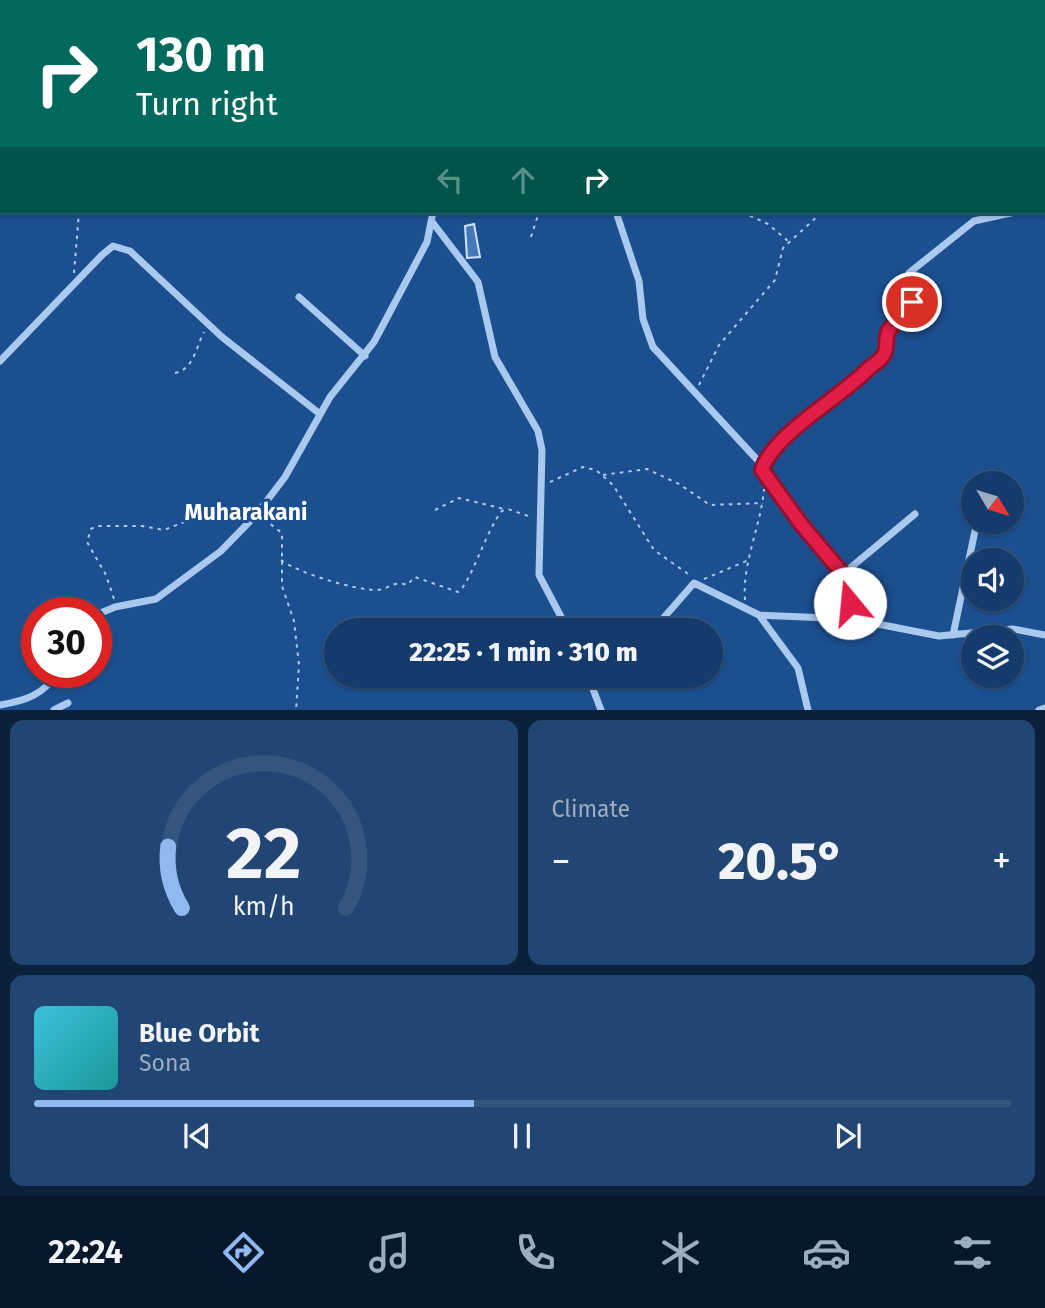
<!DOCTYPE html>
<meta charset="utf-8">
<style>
body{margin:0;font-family:"Fira Sans",sans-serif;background:#214673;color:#f1f3f6;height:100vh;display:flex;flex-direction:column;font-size:26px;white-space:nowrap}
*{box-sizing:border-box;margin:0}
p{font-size:23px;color:#9dadc1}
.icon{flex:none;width:38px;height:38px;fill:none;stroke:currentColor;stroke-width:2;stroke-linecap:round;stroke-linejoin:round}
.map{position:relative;height:710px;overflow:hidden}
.drawer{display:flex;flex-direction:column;gap:10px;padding:10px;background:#0b203b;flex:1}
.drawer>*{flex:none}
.banner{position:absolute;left:0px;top:0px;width:1046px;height:214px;box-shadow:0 2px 5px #0004,0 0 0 2px #33557e;background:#00695c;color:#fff;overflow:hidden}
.needle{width:46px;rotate:128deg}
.fabs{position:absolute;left:961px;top:471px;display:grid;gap:14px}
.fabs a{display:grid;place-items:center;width:63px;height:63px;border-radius:50%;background:#143b6b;box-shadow:0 2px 5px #0004,0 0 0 2px #33557e;font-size:35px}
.speed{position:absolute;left:21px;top:597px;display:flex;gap:14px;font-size:35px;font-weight:700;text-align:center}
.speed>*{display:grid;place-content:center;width:91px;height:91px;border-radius:50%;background:#143b6b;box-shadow:0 2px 5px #0004,0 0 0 2px #33557e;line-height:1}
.speed .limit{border:10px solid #d22;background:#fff;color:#111}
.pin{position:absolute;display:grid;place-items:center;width:60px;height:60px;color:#fff;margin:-30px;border:4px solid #fff;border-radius:50%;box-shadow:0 2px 7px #0007}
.me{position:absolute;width:77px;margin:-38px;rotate:343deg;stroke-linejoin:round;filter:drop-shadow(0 0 5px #0008)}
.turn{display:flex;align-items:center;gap:24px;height:147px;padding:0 21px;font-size:32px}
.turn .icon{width:91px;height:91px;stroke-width:2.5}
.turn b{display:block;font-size:49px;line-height:60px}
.lanes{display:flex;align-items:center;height:66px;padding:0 21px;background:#0003;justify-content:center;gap:35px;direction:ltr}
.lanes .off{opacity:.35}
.big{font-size:52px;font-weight:800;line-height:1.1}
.drawer .card{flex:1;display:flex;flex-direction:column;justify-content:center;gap:10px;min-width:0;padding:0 24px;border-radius:14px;background:#214673}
.drawer .dial{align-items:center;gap:0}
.dial svg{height:182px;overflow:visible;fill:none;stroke:#33557e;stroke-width:7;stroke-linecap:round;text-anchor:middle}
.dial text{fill:#f1f3f6;stroke:none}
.song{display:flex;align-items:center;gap:21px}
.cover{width:84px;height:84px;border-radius:10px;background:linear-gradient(135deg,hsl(190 70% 55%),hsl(180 70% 35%))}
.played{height:7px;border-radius:4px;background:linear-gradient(90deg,#90b9f0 45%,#33557e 45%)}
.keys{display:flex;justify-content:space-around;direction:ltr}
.heat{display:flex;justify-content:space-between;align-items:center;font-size:38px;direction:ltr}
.drawer .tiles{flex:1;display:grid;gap:10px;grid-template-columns:1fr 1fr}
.card:last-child{grid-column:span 2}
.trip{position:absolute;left:324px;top:618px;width:399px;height:70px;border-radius:35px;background:#143b6b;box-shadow:0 2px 5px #0004,0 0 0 2px #33557e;font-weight:800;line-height:70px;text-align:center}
.tab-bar{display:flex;height:112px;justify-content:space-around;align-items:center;background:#08182b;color:#9dadc1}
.tab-bar .icon{width:49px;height:49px}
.tab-bar .selected{color:#90b9f0}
.tab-bar b{font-size:32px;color:#f1f3f6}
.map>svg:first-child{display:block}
</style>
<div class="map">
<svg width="1045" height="710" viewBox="0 0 1045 710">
<rect width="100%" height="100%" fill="#1b4f8f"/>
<path fill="#4478b7" stroke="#cfe3fa" stroke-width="2" d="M474 224 480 257 467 258 465 226Z"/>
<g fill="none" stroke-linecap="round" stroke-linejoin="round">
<path stroke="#a9c9ee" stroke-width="2" stroke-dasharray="3.5 5" stroke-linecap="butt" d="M740 0 742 2
M27 2 29 0
M565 2 566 0
M960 2 963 0
M0 20 2 19
M0 98 2 100
M742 212 768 224 789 242
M531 237 539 212
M74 273 79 212
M175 373C194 369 196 347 204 332
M699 385 719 345 775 280 783 248 822 212
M603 475 647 469 679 484 710 505 763 503
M550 482 583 467 596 470 613 485 654 550 691 576
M435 510 459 498 504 509
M264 519 282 533V586L294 621 299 665 296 710
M281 560C298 573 355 590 376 590 388 590 393 580 407 585L415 577 458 592C470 585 487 528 502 511L508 509 531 517
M704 579 751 559
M114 599 106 575 87 542 91 529 97 526H142L164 530 210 512 245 513
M745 600C742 563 761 526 764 489"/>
<path stroke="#a9c9ee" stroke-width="7" d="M102 0V2
M405 2V0
M0 135 2 134
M1045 176V175
M616 212 639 281 643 319 653 347 763 466
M433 223 478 282 495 357 538 431 542 450 539 575 568 630
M299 297 365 356
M0 361 102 255 113 246 130 251 222 337 320 414
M843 574 915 514
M96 615 115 607 156 599 221 551 256 515 285 477 330 397 374 342 427 242 433 212
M759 615 798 668 808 710
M852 619 843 574 763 474C757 448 861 379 880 359 889 350 883 339 890 329 896 320 907 316 912 306L906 282 909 273 974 221 1015 212
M653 630 694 583 759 615 852 619 939 636 1013 629 1045 635
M953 635 975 531 980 524 995 522
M588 676 601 710
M593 686 608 676
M0 705C24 701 45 695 57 672
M54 710 68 703
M1039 710 1045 708"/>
</g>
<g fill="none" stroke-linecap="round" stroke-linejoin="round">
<g stroke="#92132f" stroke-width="18">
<path id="route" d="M850 603 843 574 801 524 762 470C773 434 840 398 867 370 872 365 879 362 883 356 889 348 884 338 889 330 896 319 911 316 912 302"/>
</g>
<use href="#route" stroke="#e11d48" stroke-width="12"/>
</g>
<g text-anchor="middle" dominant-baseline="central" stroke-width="6" stroke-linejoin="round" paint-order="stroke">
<g font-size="23" font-weight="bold" fill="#fff" stroke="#1b4f8f">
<text x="246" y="512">Muharakani</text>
</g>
</g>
</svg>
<div class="fabs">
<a><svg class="needle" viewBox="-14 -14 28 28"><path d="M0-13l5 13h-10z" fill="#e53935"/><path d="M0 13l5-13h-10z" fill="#9dadc1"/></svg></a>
<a><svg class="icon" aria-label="sound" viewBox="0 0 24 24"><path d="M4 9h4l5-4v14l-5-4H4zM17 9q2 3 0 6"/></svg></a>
<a><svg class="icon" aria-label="layers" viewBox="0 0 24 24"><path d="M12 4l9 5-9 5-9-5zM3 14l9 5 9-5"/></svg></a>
</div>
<div class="speed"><div class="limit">30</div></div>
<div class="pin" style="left:912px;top:302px;background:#d93025"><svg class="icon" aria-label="arrive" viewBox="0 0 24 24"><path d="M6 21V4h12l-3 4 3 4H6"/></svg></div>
<svg class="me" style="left:850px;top:603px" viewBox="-20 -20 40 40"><circle r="19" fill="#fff"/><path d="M0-13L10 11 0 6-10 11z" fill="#e11d48"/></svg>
<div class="trip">22:25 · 1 min · 310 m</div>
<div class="banner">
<div class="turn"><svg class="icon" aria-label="right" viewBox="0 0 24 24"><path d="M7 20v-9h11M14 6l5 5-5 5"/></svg><div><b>130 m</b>Turn right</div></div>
<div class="lanes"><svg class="icon off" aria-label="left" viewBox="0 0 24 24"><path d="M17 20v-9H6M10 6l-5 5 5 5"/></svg><svg class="icon off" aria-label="ahead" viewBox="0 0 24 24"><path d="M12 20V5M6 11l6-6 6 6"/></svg><svg class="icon" aria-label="right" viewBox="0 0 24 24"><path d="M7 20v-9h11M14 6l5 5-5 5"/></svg></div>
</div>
</div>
<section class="drawer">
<div class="tiles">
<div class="card dial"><svg viewBox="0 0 100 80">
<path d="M14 69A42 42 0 1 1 86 69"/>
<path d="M14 69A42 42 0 0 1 8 42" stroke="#90b9f0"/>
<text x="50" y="56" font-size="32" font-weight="700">22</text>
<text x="50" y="72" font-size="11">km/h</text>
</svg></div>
<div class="card"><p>Climate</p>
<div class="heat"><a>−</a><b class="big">20.5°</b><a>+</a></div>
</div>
<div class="card">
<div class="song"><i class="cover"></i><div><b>Blue Orbit</b><p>Sona</p></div></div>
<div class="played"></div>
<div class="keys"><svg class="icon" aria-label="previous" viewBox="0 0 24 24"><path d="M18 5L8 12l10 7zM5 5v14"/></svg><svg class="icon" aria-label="pause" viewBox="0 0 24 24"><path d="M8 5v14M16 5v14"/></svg><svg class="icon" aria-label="next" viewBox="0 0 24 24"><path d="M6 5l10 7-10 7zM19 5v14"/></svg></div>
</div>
</div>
</section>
<nav class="tab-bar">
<b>22:24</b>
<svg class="icon selected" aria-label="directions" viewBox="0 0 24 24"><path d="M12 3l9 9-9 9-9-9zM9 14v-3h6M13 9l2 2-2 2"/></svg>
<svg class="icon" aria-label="music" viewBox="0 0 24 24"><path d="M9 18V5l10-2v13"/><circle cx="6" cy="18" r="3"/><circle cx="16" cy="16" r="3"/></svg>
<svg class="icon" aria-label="phone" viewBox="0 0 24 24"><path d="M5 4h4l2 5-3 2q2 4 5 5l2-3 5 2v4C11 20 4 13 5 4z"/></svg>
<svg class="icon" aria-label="climate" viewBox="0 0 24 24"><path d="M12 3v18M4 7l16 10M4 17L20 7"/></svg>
<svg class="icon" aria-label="car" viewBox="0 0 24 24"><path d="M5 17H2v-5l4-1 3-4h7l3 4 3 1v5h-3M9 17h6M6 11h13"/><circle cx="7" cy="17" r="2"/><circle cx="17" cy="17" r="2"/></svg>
<svg class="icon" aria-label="filters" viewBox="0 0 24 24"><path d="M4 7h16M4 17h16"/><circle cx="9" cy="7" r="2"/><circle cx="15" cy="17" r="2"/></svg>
</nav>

INSTRUCTIONS FOR THE TASK: Some lines in the material contain "fabs". Show all of them.

EXPECTED ANSWER:
.fabs{position:absolute;left:961px;top:471px;display:grid;gap:14px}
.fabs a{display:grid;place-items:center;width:63px;height:63px;border-radius:50%;background:#143b6b;box-shadow:0 2px 5px #0004,0 0 0 2px #33557e;font-size:35px}
<div class="fabs">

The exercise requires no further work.